Importance of Hoof Quality and Nutrition
Essential nutrients like biotin, methionine, lysine, zinc, and copper contribute to healthy hoof growth. For horses rescued from adverse conditions, the right diet can make a significant difference in restoring hoof quality. Rescue horses, in particular, might require a specialized diet and veterinary care to ensure they regain their health. Regular checks on your draft horse’s hooves are an integral part of horse ownership, as good hoof health is a sign of overall wellbeing.
Feeding Recommendations for Belgian Horses with Different Activity Levels
Belgian draft horses used for different levels of work have varying dietary needs.
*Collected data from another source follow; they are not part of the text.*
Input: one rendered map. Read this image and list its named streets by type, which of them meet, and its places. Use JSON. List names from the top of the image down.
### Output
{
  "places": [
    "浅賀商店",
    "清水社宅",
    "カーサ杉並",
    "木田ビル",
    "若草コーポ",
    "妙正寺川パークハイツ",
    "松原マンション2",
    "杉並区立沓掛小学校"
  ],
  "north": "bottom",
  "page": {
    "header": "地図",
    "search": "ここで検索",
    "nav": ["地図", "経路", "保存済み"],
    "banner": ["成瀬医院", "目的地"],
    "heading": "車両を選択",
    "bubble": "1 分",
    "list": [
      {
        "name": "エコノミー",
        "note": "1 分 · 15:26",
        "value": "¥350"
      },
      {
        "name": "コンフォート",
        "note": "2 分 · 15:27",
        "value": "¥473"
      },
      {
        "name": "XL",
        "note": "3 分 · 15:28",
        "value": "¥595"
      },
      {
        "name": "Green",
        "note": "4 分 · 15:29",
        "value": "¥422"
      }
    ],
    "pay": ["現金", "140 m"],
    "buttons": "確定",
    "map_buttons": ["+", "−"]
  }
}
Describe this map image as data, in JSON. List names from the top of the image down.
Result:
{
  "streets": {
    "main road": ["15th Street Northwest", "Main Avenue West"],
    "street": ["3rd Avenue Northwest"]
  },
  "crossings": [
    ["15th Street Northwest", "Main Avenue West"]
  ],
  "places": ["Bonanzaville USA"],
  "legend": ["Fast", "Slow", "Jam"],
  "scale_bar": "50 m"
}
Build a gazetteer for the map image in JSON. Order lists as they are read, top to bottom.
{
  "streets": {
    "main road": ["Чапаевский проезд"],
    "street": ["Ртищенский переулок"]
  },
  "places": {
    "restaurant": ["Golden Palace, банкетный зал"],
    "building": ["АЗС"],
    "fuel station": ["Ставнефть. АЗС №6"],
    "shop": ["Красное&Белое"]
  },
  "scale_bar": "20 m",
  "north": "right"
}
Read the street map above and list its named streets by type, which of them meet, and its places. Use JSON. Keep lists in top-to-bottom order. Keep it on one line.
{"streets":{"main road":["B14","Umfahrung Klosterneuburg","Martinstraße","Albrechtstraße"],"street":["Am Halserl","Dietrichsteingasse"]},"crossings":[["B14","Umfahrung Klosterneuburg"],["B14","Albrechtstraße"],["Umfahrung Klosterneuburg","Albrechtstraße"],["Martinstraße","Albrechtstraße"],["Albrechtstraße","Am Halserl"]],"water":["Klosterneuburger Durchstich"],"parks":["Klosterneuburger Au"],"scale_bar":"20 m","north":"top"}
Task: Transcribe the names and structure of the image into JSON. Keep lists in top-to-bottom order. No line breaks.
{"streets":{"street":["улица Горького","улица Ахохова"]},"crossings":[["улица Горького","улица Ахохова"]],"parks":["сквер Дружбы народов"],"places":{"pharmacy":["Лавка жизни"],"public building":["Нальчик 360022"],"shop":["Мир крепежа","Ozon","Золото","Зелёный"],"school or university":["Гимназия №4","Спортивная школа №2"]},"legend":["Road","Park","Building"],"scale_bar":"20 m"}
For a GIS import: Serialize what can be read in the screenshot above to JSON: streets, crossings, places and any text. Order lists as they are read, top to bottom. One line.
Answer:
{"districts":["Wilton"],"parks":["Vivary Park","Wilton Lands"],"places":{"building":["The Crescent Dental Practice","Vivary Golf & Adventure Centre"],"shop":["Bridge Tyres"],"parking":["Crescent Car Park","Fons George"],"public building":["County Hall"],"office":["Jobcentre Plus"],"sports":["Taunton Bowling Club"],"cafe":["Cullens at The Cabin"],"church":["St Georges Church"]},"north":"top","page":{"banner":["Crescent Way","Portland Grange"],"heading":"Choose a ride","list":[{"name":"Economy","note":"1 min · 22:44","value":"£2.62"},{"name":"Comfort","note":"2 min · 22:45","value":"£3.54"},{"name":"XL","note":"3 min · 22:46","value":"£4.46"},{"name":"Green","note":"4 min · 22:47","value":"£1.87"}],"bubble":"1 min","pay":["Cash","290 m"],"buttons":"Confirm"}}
Horses pulling heavy loads or plowing fields need more calories in their diet to maintain their weight compared to retired or lightly worked Belgians. These additional calories can come from increasing the amount of high-quality hay or adding more calorie-dense feeds such as beet pulp or soaked alfalfa. For Belgians at risk for PSSM or those who are overweight, lower-starch feeds and forages are essential. Even horses that are "easy keepers" and maintain or gain weight easily need their diets monitored to prevent obesity and associated health issues.
Conclusion: Feeding the Modern Belgian Breed
Feeding Belgian draft horses, one of the most popular draft breeds in the horse world, requires understanding the unique nutritional needs of these gentle giants. From a balanced diet and considering the risk of PSSM to understanding the importance of hoof quality and adjusting feeding recommendations based on work levels - all are critical for the health of these horses. The average Belgian draft horse needs forage to make up the largest portion of their diet and these horses may benefit from a vitamin and mineral balancer pellet to ensure they are meeting their nutritional needs.